Large gender gaps remain, with boys four times more likely to be diagnosed with autism than girls. Dr. Levy said girls may be more likely to have symptoms, such as social impairment, that are harder to detect than behavioral issues.
While screening efforts appear to be improving, more work needs to be done, experts said. By age 3, about 85% of children with autism had concerns noted in their health record, but only 42% had received a developmental evaluation, according to the report. Part of the difficulty is that not all communities have a specialist available to perform these evaluations.

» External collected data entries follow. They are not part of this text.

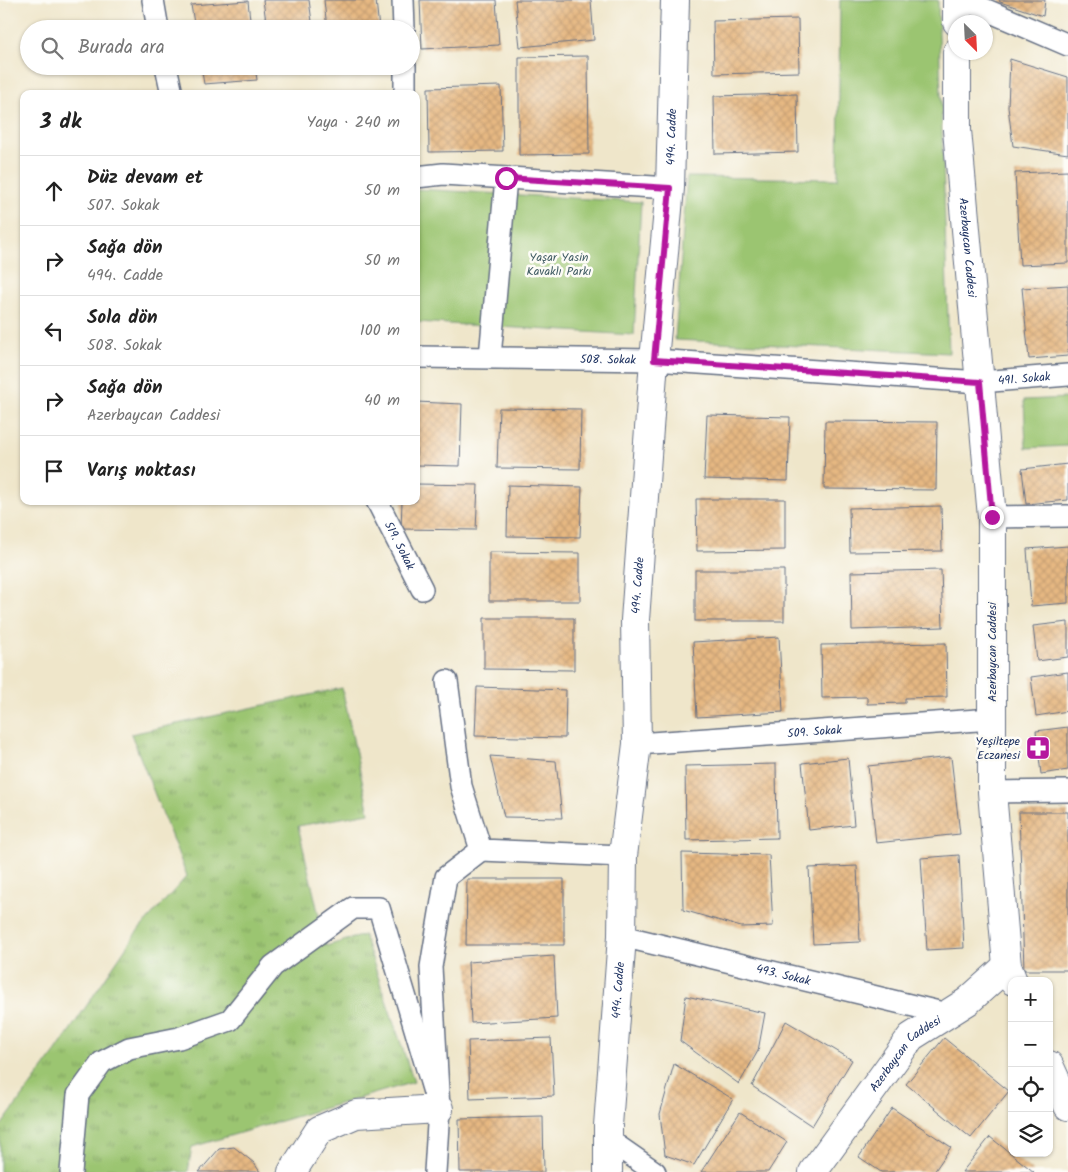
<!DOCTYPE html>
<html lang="tr">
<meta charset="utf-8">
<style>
:root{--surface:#fff;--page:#f2f2f2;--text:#222;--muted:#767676;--line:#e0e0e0}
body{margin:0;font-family:Kalam,sans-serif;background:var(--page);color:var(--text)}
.controls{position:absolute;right:15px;bottom:15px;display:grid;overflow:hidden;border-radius:10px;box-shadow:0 1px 4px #0004}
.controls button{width:45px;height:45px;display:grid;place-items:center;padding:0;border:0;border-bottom:1px solid var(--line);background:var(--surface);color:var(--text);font:25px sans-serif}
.compass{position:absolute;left:948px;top:15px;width:45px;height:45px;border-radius:50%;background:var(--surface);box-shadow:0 1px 4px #0004;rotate:156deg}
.stop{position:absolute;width:15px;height:15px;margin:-11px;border:4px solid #b5179e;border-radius:50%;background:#fff}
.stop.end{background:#b5179e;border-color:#fff;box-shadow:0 1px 5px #0008}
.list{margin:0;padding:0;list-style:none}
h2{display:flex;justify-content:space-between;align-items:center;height:65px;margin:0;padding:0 20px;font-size:21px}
h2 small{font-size:16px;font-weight:400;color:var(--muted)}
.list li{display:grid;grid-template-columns:32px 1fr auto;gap:15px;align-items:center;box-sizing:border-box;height:70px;padding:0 20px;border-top:1px solid var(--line)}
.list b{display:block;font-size:19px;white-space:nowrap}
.list p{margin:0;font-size:16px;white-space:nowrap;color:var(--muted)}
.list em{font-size:16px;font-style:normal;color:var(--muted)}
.icon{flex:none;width:28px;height:28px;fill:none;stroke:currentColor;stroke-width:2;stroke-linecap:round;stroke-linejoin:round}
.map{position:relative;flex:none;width:1068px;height:1172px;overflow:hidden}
.search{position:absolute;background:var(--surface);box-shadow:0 1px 4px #0004;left:20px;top:20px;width:400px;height:55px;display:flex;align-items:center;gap:12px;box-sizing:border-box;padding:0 18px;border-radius:28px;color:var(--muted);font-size:19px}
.panel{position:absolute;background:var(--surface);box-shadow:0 1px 4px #0004;left:20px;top:90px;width:400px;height:415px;border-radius:10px}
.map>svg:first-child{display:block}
.grass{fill:url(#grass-tufts);stroke:#5b7a68}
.park{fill:#9bc571;stroke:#5b7a68}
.building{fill:url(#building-cross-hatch)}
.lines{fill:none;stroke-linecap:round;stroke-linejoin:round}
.street-casing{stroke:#656f84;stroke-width:24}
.secondary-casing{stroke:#656f84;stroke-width:30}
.street{stroke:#fff;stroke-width:21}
.secondary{stroke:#fff;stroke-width:28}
.route{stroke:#b5179e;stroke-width:6}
.labels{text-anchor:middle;stroke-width:5;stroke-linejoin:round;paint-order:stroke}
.street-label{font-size:12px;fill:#1b2f5e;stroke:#fdfcf7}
.park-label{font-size:12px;fill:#415c64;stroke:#fdfcf7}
.poi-label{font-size:12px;fill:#1b2f5e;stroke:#fdfcf7;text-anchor:end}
</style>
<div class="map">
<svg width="1068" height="1172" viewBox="0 0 1068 1172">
<defs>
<pattern id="grass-tufts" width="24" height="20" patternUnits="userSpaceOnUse" patternTransform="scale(1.25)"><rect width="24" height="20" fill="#9bc571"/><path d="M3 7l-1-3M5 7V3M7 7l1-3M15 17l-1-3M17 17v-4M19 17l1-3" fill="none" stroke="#7ea060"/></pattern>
<pattern id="building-cross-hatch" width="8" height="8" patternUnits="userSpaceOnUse" patternTransform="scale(1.25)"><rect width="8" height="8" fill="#e6b882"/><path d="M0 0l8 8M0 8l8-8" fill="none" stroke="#c59e73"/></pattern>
</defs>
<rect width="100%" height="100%" fill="#fdfcf7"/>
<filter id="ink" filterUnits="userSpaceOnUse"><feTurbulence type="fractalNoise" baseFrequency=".02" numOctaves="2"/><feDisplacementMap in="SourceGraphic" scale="10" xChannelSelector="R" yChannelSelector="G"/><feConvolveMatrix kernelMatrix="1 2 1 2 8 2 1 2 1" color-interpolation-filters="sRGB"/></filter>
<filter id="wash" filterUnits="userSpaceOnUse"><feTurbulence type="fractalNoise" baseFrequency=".0096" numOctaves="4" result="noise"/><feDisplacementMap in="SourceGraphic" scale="20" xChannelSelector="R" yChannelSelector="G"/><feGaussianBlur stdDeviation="1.12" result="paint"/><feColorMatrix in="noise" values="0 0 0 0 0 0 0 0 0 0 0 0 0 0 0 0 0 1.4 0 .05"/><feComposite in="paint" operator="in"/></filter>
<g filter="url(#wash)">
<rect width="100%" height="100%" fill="#efe6ca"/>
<!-- grass -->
<polygon class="grass" points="342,688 369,813 298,826 326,946 364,935 414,1082 192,1147 188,1172 0,1172 0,1127 56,1051 135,934 187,876 131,734"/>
<!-- park -->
<g class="park">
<polygon points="840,0 938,0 949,353 675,340 687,177 838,179"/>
<polygon points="416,189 641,202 634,335 416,322"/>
<polygon points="1068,398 1068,446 1026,448 1024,400"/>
</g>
<g id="blocks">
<!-- building -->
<g class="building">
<polygon points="263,0 309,0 313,29 267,29"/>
<polygon points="324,0 376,0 379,29 327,29"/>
<polygon points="420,0 496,0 499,45 422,49"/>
<polygon points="515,0 591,0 594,40 520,47"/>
<polygon points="999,0 1045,0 1043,16 1000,2"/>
<polygon points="248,1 251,29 195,29 191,5"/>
<polygon points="798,19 799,72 714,74 713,21"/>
<polygon points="588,56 589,154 519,155 519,57"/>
<polygon points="1010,59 1068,77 1068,154 1013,146 1008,107"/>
<polygon points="201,66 255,66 257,80 204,84"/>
<polygon points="272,66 310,66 310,67 273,72"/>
<polygon points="501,86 503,151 429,152 428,88"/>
<polygon points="797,94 798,152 715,154 714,96"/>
<polygon points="1068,171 1068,263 1020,265 1015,173"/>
<polygon points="1068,285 1068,356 1029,359 1022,288"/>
<polygon points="416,402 462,404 460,466 416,465"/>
<polygon points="499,408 581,409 580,469 497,468"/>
<polygon points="707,415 790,417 788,481 704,479"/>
<polygon points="825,421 937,422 936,490 824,489"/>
<polygon points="1068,464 1068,500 1026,504 1022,469"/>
<polygon points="416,484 478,485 476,530 401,529 402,501 416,501"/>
<polygon points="508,485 582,487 580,537 507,536"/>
<polygon points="696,499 785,499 785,550 697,551"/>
<polygon points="941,506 942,551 850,552 849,508"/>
<polygon points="1068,546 1068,603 1031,606 1027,549"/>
<polygon points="489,552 580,553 580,601 489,601"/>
<rect x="695" y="570" width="89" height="51"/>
<polygon points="941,570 943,627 852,630 851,572"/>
<polygon points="484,618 574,618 574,670 484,669"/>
<polygon points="1068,622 1068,657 1037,661 1033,626"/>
<polygon points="779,637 783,712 697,717 693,642"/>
<polygon points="946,643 947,697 905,698 905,703 867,704 867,697 822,698 821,645"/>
<polygon points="1068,672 1068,711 1036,716 1031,677"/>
<polygon points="477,687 566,690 565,738 475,736"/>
<polygon points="1068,727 1068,770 1041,774 1036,731"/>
<polygon points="490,756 556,761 562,818 504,817"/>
<polygon points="951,757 960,834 876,843 868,766"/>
<polygon points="848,758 854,825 809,830 802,763"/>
<polygon points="776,764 777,838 686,840 685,766"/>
<polygon points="1019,812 1068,812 1068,970 1024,970"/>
<polygon points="682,853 769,855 773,926 741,927 683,910"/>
<polygon points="959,855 964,948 927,950 921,858"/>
<polygon points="857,866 860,942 813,944 809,868"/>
<polygon points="467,879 564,879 564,945 466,945"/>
<polygon points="554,956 557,1018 471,1023 468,962"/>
<polygon points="686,996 765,1013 758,1051 739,1084 680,1041"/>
<polygon points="786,1021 852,1060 812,1126 752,1086"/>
<polygon points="551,1038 554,1096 470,1099 468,1041"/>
<polygon points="944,1038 1009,1091 971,1138 906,1084"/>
<polygon points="674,1064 733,1099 694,1165 665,1155 660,1114"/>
<polygon points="892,1108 951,1147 934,1172 881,1172 859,1157"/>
<polygon points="740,1112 787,1142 768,1172 701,1172"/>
<polygon points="543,1117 544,1172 460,1172 459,1119"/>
<polygon points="990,1137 1034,1172 962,1172"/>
<polygon points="234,1147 254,1163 260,1172 199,1172 219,1149"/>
</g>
</g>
</g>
<g filter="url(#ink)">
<use href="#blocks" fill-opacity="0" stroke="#656f84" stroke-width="1"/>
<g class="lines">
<defs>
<g id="street">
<polyline points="153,0 158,29"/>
<polyline points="403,0 404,29"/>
<polyline points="963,0 1068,45"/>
<polyline points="166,66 172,94"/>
<polyline points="405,66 405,94"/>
<polyline points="416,177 443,174 670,188"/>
<path id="s1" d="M416 357 654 360 980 382 1068 375"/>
<polyline points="490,357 506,178"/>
<path id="s2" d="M377 501 422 589"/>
<polyline points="992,517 1068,516"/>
<polyline points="447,681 461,786 481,850 623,856"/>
<path id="s3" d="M637 744 992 719"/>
<polyline points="992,792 1068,791"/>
<path id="s4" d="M622 936 947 1014"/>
<polyline points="609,1140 655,1172"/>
<polyline points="71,1172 78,1095 102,1062 129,1048 179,1038 230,1020 273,966 353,908 379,908 439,1109"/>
<polyline points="435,1172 439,1109 431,967 446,877 481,850"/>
</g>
<g id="secondary">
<polyline points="957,22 957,0"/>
<path id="s5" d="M957 52V130L992 517V792L1007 966 1013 981"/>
<polyline points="1049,1065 1068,1106"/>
<polyline points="292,1172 319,1130 356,1114 439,1109"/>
<path id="s6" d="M608 1172V1126L622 936 623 856 637 744 635 620 654 360 670 188 675 0"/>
<path id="s7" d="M813 1172 911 1037 968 1001 1007 966"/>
</g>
</defs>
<!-- street casing -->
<use href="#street" class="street-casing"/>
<!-- secondary casing -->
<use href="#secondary" class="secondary-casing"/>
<!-- street -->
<use href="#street" class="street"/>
<!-- secondary -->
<use href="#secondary" class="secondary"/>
</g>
</g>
<g class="lines" filter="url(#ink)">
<!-- route -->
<polyline class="route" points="506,178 670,188 654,360 980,382 992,517"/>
</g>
<!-- icons -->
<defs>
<symbol id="pharmacy-square" viewBox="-11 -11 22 22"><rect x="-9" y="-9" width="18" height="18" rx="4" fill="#b5179e" stroke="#fdfcf7"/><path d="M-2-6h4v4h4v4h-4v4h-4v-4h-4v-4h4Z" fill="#fff"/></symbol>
</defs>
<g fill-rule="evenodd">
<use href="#pharmacy-square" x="1024" y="734" width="28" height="28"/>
</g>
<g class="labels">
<!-- street labels -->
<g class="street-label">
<text dy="4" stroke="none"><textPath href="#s6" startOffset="1038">494. Cadde</textPath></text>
<text dy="4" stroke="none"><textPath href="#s5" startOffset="196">Azerbaycan Caddesi</textPath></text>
<text dy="4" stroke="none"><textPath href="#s1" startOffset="192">508. Sokak</textPath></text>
<text dy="4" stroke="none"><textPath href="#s1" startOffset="609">491. Sokak</textPath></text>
<text dy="4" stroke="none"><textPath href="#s2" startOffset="50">519. Sokak</textPath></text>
<text dy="4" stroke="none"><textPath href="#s6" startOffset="588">494. Cadde</textPath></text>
<text transform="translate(992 652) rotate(-90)" y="4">Azerbaycan Caddesi</text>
<text dy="4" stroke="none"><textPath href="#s3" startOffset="178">509. Sokak</textPath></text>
<text dy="4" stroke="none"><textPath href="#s4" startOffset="166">493. Sokak</textPath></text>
<text dy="4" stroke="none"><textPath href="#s6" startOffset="182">494. Cadde</textPath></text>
<text dy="4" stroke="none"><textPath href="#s7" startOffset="151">Azerbaycan Caddesi</textPath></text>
</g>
<!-- park labels -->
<g class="park-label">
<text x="559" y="261">Yaşar Yasin<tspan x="559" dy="14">Kavaklı Parkı</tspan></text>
</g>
<!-- poi labels -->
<g class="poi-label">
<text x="1020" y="745">Yeşiltepe<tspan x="1020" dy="14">Eczanesi</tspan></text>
</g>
</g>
</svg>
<div class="controls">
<button>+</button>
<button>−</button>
<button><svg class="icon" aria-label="locate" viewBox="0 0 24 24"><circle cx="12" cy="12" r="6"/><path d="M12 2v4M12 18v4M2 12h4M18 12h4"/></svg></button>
<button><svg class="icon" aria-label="layers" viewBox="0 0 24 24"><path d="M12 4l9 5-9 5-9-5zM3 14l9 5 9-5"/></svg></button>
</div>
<svg class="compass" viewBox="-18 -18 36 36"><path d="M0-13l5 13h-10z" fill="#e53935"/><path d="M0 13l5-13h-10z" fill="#767676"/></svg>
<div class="stop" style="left:506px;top:178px"></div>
<div class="stop end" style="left:992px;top:517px"></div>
<div class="search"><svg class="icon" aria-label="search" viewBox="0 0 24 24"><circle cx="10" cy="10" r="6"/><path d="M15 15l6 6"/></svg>Burada ara</div>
<section class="panel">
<h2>3 dk<small>Yaya · 240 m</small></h2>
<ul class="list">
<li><svg class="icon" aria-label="ahead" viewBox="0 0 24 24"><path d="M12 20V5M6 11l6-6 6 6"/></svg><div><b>Düz devam et</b><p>507. Sokak</p></div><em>50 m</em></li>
<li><svg class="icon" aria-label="right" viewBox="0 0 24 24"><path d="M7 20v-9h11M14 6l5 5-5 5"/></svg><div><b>Sağa dön</b><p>494. Cadde</p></div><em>50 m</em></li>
<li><svg class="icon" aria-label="left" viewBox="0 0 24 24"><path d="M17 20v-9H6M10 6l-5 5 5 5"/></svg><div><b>Sola dön</b><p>508. Sokak</p></div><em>100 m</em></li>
<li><svg class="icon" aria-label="right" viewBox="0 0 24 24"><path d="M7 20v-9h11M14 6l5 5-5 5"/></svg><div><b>Sağa dön</b><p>Azerbaycan Caddesi</p></div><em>40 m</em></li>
<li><svg class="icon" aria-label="arrive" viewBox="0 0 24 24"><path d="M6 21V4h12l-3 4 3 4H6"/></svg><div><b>Varış noktası</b></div></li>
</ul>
</section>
</div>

“There’s still a challenge once you identify a child with a delay or at risk for a diagnosis of autism. Where do you send them and are there enough people that can do the evaluation, and will families of children who need the evaluation … be able to afford (it),” Dr. Levy said.
She emphasized the importance of identifying children with autism at an early age. “The children that have been identified early and gotten into treatment early have the best outcomes,” Dr. Levy said. “So they do better developmentally, the families have less stress, the families feel supported.
”Pediatricians should ask parents about any concerns and use a standardized screening tool. Likewise, parents should share any concerns they have about how their child plays, learns, speaks or acts.
“If they observe or see anything and have concerns about how their child is developing or what their child is doing, bring it up to their pediatrician and be persistent,” Dr. Levy said. “Don’t overreact but be persistent.”